Industrial Curiosity

Monday, 22 June 2020

A templated guide to AWS serverless development with CDK

If all you're looking for is a no-frills, quick, step-by-step guide, just scroll on down to The Guide!

The Story

Or, how I learned to let go of my laptop and embrace The Cloud...

Motivation

A while ago I outlined a project that I intend to build, one that I'm rather enthusiastic about, and after spending a few hours evaluating my options I decided that an AWS solution was the right way to go: their options are configurable and solid, their pricing is very reasonable and, as an added bonus, I get to familiarize myself with tech I'll be using for my current contract!

All good.

Once I'd made the decision to use AWS, becoming generally familiar with the products on offer was easy enough and it took me very little time to flesh out a design. I was ready to get coding!

Or so I thought...

Hurdle 1

Serverless. And possibly other frameworks, I'm pretty sure I looked at a few but it seems like forever ago. Serverless shows lots of promise, and I know people who swear by it, but it's only free up to a point and I immediately ran into strange issues with my first deployment. I found the interface surprisingly unhelpful, and it looks like once you're using it you're somewhat locked in.

Pass.

Hurdle 2

Cognito. Security first. Cognito sounds like a great solution, but once I'd gotten a handle on how it works I was severely disappointed by how limiting it is, and getting everything set up takes real developer and user effort (and I suffer enough from poor interface fatigue). After playing around with user pools and looking at various code samples, I realized that I'd rather allow users to register using their email addresses / phone numbers as 2nd-factor authentication (mailgun and twilio are both straightforward options), or use oauth providers like Facebook, Google and GitHub, and I certainly want to encourage my users to use strong, memorable passwords (easily enforced with zxcvbn, and why is this still a thing?!) which Cognito doesn't allow for.

You'll need to configure Lambda authorizers either way, so I really don't think Cognito adds much value.

Hurdle 3

Lambda / DynamoDB. Okay, so writing a lambda function is really easy, and guides and examples for code that reads to and writes from DynamoDB abound. Great! Except for the part where you need to test your functions before deploying them.

My first big mistake - and so far it's proved to be the most expensive one - was not understanding at this point that "testing locally" is simply not a feasible strategy for a cloud solution.

Hurdle 4

The first code I wrote for my project was effectively a lambda environment emulator to test my lambda functions. It was far from perfect, and it did take me a couple of hours to cobble together, but it did the job and I used it to successfully test lambda functions against DynamoDB running in Docker.

Hurdle 5

Lambda Layers. Why do most guides not touch on these? Why are there so few layers guides written for Javascript? It took me a little while to get a handle on layers and build a simple script to create them from package.json files, but as far as hurdles go this was a relatively short one.

Hurdle 6

Deployment. It's nice to have code running locally, but uploading it to the cloud? Configuring API Gateway was a mixed bag of Good Interface / Bad Interface, same with the Lambda functions, and what eventually stumped me was setting up IAM to make everything play nicely together. What's the opposite of intuitive? Not counter-intuitive, in this case, as I don't feel that that word evokes nearly enough frustration.

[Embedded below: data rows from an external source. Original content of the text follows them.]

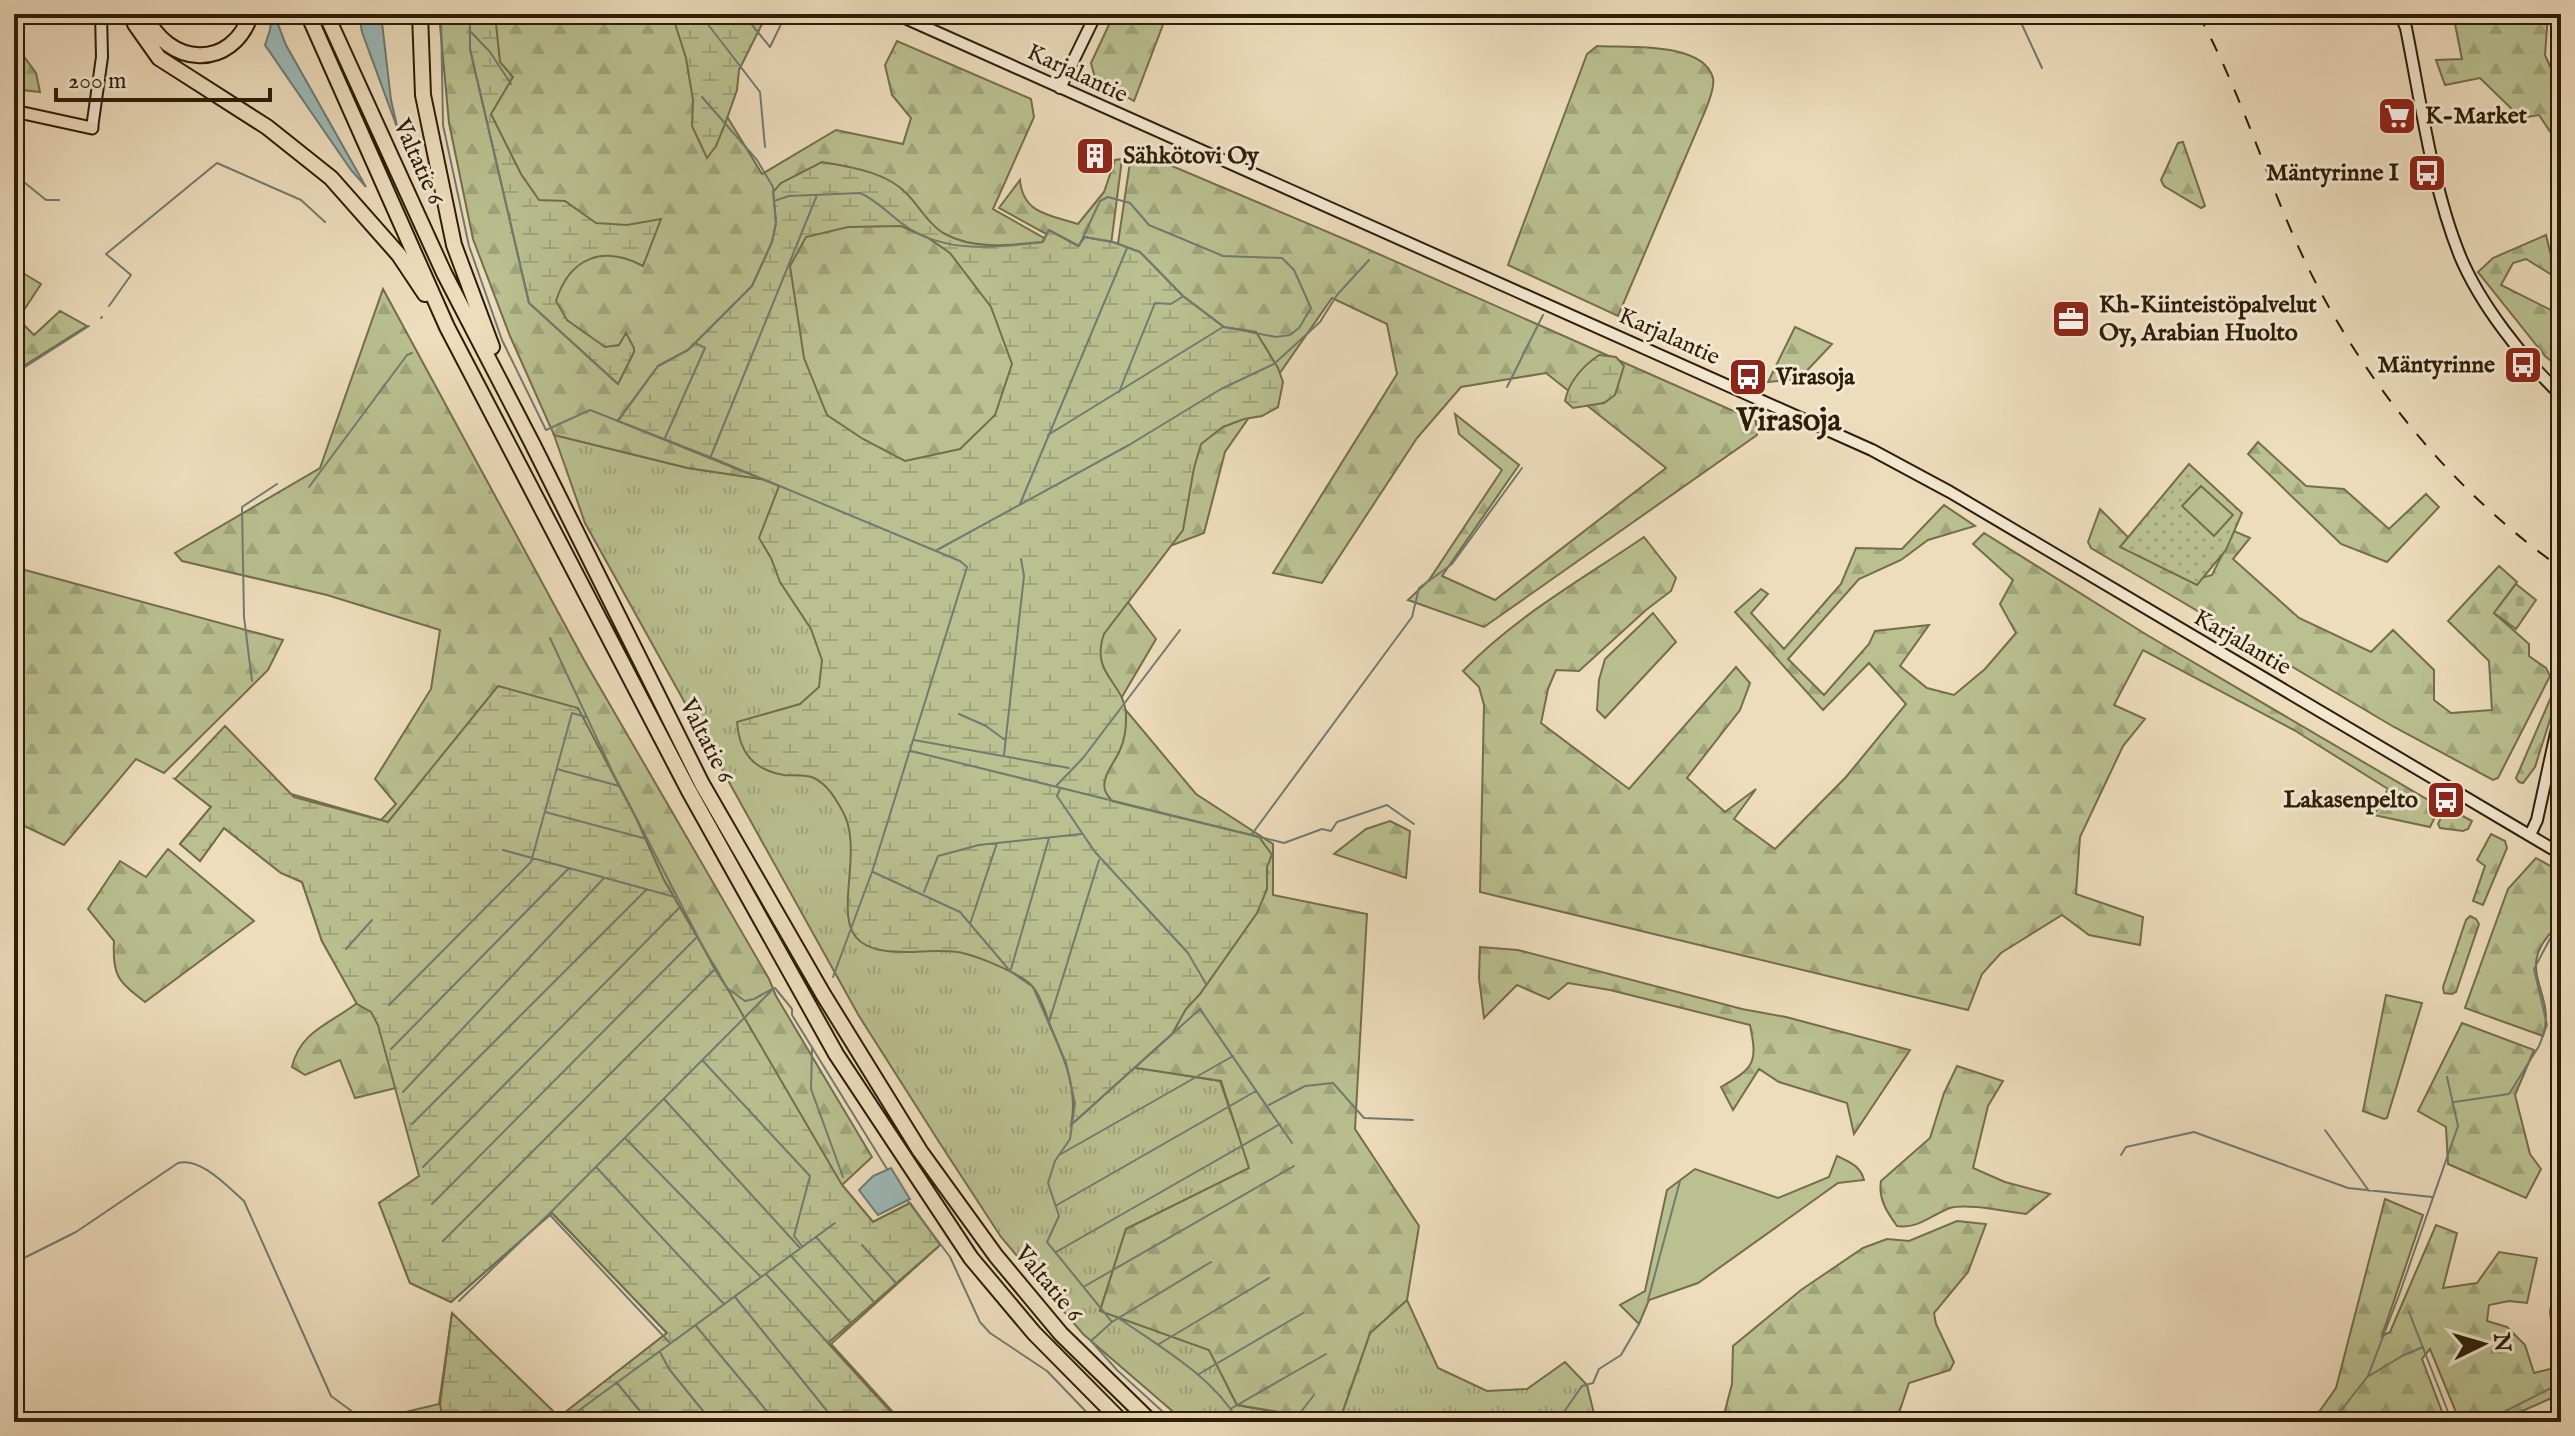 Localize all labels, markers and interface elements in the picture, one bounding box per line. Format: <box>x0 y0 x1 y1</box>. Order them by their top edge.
street label: Karjalantie <box>1022 37 1132 111</box>
scale bar <box>56 52 270 102</box>
text: 200 m <box>68 66 127 97</box>
supermarket icon: K-Market <box>2376 95 2418 137</box>
place label: K-Market <box>2425 101 2528 132</box>
street label: Valtatie 6 <box>385 113 451 211</box>
building icon: Sähkötovi Oy <box>1074 135 1116 177</box>
place label: Sähkötovi Oy <box>1123 141 1260 172</box>
bus stop icon: Mäntyrinne I <box>2406 152 2448 194</box>
place label: Mäntyrinne I <box>2266 158 2400 189</box>
place label: Kh-Kiinteistöpalvelut Oy, Arabian Huolto <box>2099 290 2317 349</box>
office icon: Kh-Kiinteistöpalvelut Oy, Arabian Huolto <box>2050 298 2092 340</box>
street label: Karjalantie <box>1613 301 1725 373</box>
bus stop icon: Mäntyrinne <box>2502 344 2544 386</box>
place label: Mäntyrinne <box>2377 350 2495 381</box>
bus stop icon: Virasoja <box>1727 356 1769 398</box>
place label: Virasoja <box>1775 362 1855 393</box>
district label: Virasoja <box>1736 401 1843 442</box>
street label: Karjalantie <box>2188 603 2296 683</box>
street label: Valtatie 6 <box>671 693 741 789</box>
bus stop icon: Lakasenpelto <box>2425 779 2467 821</box>
place label: Lakasenpelto <box>2283 785 2418 816</box>
street label: Valtatie 6 <box>1006 1239 1090 1329</box>
north arrow <box>2443 1304 2523 1384</box>
text: N <box>2486 1331 2516 1353</box>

Anyway, it became abundantly clear at that point that manual deployment of AWS configurations and components is not a viable strategy.

Hurdle 7

A coworker introduced me to two tools that could supposedly Solve All My Problems: CDK and SAM. This seemed like a worthy rabbit-hole to crawl into, but I couldn't find any examples of the two working together!

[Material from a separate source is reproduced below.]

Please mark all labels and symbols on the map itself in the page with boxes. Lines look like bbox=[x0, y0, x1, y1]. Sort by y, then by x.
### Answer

I began to build my own little framework, one that would allow me to configure my stack using CDK, synthesize the CloudFormation templates, and test locally using SAM. Piece by piece I put together this wonderful little tool, hour by hour, first handling DynamoDB, then Lambda functions, then Lambda Layers...

It was at that point that realization dawned: not only are SAM and CDK not interoperable by design, but SAM does not, in fact, provide meaningful "local" testing. Sure, you can invoke your lambda functions on your local machine, but the intention is to invoke them against your deployed cloud infrastructure. Once I got that through my head, it was revelation time: testing in the cloud is cheaper and better than testing locally.

The Guide

If you're like me, and you intend your first foray into cloud computing to be simple, yet reasonably production-ready, CDK is the easiest way forward and it's completely free (assuming you don't factor in your time figuring it out as valuable, but that's what I'm here for!).

Over the course of the past couple of weeks, I've put together the aws-cdk-js-dev-guide. It's a work in progress (next stop, lambda authenticators!), but at the time of writing this guide it's functional enough to put together a simple stack that includes Lambda Layers, DynamoDB, functions using both of those, API Gateway routes to those functions and the IAM permissions that bind them.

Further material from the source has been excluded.